FEDERAÇÕES DE ÁFRICA, ÁSIA E CARAÍBAS REAGEM ÀS DECLARAÇÕES DO ORESIDENTE DA UEFA

Várias federações de futebol de África, Ásia e Caraíbas manifestaram indignação e profunda decepção face às recentes declarações do presidente da UEFA, Aleksander Čeferin, que criticou a expansão da Copa do Mundo da FIFA e classificou alguns jogos da competição como "desinteressantes". As entidades defendem que cada seleção qualificada merece respeito e que não existem jogos insignificantes num Campeonato do Mundo.

Imagem: UEFA

Numa posição conjunta, as federações de Cabo Verde, Senegal, Curaçao, Uzbequistão, República do Congo e Haiti afirmaram que a qualificação para um Mundial representa uma conquista histórica e a concretização de um sonho alimentado por gerações.

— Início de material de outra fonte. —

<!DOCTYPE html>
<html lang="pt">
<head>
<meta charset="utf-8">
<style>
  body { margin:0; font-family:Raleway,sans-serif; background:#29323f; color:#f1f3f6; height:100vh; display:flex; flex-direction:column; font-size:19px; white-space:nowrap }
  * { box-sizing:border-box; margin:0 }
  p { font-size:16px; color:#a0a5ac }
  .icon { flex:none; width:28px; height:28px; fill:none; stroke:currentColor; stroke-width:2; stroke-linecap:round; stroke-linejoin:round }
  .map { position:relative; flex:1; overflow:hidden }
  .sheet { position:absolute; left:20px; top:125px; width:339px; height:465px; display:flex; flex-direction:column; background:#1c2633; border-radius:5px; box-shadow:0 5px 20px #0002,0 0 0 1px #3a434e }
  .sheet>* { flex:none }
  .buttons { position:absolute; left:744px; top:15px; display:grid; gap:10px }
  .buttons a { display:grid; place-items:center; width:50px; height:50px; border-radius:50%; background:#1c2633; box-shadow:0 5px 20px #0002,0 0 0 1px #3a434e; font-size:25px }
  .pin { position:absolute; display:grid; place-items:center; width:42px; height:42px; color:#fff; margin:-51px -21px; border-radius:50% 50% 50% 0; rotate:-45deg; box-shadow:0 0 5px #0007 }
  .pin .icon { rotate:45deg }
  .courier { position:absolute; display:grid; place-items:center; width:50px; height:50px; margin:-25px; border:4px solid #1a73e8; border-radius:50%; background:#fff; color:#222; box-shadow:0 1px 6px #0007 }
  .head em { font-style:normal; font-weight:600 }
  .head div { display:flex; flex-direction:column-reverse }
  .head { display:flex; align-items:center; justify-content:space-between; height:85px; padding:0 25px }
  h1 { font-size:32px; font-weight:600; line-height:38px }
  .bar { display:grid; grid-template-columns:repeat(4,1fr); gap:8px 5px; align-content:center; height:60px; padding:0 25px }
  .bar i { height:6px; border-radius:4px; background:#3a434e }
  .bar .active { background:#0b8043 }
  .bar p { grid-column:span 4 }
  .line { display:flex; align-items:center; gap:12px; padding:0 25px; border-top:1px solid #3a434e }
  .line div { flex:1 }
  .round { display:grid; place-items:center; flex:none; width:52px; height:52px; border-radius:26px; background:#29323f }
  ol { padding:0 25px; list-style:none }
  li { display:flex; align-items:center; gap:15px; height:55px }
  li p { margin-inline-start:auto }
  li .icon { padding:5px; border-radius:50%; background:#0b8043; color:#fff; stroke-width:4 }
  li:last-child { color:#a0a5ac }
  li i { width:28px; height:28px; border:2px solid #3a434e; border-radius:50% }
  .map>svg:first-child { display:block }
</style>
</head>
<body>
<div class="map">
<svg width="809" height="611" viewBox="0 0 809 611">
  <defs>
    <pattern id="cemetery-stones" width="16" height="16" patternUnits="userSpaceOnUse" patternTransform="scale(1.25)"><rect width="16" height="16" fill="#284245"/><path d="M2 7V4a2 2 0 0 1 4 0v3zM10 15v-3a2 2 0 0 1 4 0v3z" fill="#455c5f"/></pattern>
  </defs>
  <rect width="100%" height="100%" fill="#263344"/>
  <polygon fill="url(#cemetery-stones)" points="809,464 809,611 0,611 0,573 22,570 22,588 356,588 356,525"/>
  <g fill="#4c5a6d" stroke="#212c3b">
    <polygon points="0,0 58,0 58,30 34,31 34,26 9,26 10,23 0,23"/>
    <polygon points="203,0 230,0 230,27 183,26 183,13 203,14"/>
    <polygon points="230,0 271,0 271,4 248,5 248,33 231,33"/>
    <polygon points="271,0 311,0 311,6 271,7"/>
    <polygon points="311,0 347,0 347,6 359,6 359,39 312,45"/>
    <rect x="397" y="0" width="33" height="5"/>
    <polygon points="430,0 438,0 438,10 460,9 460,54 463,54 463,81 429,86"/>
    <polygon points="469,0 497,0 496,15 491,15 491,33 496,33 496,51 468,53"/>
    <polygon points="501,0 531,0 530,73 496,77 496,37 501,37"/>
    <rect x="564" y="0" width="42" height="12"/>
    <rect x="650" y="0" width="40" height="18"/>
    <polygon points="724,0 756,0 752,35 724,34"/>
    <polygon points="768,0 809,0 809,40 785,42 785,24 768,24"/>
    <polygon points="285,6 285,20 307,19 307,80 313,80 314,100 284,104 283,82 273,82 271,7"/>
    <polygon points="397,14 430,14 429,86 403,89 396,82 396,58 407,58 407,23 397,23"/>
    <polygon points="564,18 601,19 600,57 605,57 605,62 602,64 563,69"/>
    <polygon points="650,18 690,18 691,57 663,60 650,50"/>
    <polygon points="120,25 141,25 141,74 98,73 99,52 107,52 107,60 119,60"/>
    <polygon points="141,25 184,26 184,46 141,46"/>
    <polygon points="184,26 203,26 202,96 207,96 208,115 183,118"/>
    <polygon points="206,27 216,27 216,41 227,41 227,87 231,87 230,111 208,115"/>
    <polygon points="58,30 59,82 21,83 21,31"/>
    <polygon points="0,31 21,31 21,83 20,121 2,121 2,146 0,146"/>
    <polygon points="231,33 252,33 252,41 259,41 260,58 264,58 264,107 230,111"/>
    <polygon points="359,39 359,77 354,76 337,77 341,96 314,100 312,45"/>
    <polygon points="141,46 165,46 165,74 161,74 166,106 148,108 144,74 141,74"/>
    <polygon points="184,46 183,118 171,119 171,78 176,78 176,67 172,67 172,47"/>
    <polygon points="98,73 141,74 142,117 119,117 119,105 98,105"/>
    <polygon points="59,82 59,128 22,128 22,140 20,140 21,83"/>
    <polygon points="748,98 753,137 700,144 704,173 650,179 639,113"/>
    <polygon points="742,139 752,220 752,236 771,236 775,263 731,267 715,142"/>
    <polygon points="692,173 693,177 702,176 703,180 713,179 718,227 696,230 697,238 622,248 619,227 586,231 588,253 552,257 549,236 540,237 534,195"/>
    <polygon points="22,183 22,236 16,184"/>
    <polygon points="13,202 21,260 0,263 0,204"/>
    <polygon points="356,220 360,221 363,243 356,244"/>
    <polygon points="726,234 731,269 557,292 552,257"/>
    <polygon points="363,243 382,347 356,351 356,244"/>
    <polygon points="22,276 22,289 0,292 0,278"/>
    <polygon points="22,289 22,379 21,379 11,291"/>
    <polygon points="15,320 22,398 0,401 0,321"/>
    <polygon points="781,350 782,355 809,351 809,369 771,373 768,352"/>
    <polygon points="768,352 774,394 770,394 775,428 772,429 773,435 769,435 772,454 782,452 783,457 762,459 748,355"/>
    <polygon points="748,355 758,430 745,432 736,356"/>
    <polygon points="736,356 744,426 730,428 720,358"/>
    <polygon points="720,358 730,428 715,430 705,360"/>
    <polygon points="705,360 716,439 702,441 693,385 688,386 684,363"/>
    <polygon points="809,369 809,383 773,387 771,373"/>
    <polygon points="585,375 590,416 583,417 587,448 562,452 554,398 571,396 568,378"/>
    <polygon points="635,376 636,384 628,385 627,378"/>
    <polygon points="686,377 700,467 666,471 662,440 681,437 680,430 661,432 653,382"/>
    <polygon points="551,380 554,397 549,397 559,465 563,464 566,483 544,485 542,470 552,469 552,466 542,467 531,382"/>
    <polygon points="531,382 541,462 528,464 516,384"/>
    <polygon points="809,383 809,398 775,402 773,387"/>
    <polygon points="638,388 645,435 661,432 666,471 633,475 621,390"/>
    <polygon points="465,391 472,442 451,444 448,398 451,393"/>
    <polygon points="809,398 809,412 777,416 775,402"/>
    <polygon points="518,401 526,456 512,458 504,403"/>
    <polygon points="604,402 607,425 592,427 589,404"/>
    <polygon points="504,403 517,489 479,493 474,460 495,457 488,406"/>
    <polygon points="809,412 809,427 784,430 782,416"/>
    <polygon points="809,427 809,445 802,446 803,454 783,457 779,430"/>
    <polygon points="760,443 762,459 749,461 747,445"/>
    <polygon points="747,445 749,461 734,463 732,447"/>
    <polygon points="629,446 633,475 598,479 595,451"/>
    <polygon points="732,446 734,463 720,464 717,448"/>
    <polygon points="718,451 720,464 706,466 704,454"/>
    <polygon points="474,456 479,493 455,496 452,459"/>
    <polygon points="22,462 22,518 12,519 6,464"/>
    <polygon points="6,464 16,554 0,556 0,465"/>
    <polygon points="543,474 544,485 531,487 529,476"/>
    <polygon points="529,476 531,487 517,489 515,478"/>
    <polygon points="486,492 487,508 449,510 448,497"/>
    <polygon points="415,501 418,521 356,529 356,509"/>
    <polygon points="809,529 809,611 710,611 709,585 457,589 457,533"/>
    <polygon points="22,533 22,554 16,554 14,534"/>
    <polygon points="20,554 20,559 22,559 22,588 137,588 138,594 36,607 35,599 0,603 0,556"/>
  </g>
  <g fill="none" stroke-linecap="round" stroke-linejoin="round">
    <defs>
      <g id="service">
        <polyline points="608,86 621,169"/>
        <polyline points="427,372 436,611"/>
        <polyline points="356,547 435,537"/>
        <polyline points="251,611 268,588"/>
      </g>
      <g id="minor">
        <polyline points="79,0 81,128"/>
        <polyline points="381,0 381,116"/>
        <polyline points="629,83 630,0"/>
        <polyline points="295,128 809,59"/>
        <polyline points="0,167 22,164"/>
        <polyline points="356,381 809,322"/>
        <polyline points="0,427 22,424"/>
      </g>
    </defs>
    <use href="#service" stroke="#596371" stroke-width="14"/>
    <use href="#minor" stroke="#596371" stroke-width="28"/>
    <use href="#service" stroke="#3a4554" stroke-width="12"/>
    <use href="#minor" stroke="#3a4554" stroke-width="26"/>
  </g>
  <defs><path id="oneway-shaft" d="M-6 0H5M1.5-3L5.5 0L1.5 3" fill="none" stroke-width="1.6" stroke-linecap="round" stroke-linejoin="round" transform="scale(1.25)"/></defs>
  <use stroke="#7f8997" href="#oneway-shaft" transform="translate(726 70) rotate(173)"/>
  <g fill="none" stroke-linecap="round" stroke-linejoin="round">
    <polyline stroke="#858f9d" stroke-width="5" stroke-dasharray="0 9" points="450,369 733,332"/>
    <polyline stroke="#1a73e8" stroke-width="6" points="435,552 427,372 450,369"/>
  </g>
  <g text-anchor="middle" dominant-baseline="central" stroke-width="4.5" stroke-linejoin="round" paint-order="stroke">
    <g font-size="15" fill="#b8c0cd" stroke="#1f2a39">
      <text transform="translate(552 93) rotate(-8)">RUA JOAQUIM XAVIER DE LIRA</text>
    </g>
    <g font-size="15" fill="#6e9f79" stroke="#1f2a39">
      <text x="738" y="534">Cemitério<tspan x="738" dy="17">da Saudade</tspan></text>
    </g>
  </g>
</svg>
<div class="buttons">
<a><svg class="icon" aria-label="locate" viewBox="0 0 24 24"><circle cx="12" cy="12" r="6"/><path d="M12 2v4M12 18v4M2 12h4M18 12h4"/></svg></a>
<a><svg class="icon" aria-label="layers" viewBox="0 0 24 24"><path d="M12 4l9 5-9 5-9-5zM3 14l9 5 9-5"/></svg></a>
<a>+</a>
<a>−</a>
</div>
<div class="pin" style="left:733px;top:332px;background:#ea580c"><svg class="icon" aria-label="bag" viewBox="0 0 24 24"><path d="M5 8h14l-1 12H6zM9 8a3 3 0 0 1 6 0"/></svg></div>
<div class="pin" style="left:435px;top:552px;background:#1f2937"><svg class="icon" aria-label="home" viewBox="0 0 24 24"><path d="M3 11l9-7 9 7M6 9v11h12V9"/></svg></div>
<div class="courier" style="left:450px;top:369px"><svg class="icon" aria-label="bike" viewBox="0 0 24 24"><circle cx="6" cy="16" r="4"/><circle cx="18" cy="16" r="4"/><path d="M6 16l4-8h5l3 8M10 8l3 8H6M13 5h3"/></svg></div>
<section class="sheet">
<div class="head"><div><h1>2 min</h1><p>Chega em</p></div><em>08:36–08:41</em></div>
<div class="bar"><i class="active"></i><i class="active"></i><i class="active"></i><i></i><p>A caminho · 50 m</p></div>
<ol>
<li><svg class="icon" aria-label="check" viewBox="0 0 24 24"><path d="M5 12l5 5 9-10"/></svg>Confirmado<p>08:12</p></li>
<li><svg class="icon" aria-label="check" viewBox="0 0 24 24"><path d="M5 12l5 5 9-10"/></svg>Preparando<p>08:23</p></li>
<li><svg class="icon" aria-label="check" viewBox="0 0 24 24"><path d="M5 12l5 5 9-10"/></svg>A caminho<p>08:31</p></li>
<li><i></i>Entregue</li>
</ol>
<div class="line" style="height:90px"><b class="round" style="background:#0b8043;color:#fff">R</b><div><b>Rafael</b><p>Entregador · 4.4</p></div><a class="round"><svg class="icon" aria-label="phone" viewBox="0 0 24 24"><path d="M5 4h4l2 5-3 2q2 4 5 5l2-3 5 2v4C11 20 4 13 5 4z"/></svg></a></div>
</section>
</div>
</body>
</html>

Segundo o documento, sugerir que determinados jogos possuem menor relevância significa ignorar os sacrifícios, os investimentos e os esforços desenvolvidos por jogadores, treinadores, dirigentes, clubes e adeptos para alcançar a maior competição do futebol mundial.

"As nossas selecções não chegaram ao Mundial por convite, mas sim por mérito desportivo", refere o comunicado, acrescentando que por detrás de cada qualificação existem anos de trabalho, planeamento e dedicação.

As federações sublinharam ainda que a força do futebol mundial reside precisamente na sua universalidade, defendendo que a Copa do Mundo da FIFA é a maior competição do planeta porque reúne diferentes culturas, histórias e realidades futebolísticas.

Para muitos países emergentes, acrescenta a nota, a participação num Mundial vai muito além dos resultados desportivos, representando um momento de inspiração nacional, de desenvolvimento do futebol e de fortalecimento da identidade colectiva.

O documento recebeu igualmente o apoio da Federação Argelina de Futebol, da Federação Tunisiana de Futebol, da Federação Real Marroquina de Futebol, da Federação Egípcia de Futebol, da Associação de Futebol do Gana, da Federação Marfinense de Futebol e da Associação Sul-Africana de Futebol.

As federações concluem reafirmando que "cada equipa se classificou por mérito, cada jogo conta e cada nação que alcança o Mundial merece respeito", numa clara resposta às declarações do líder máximo do futebol europeu.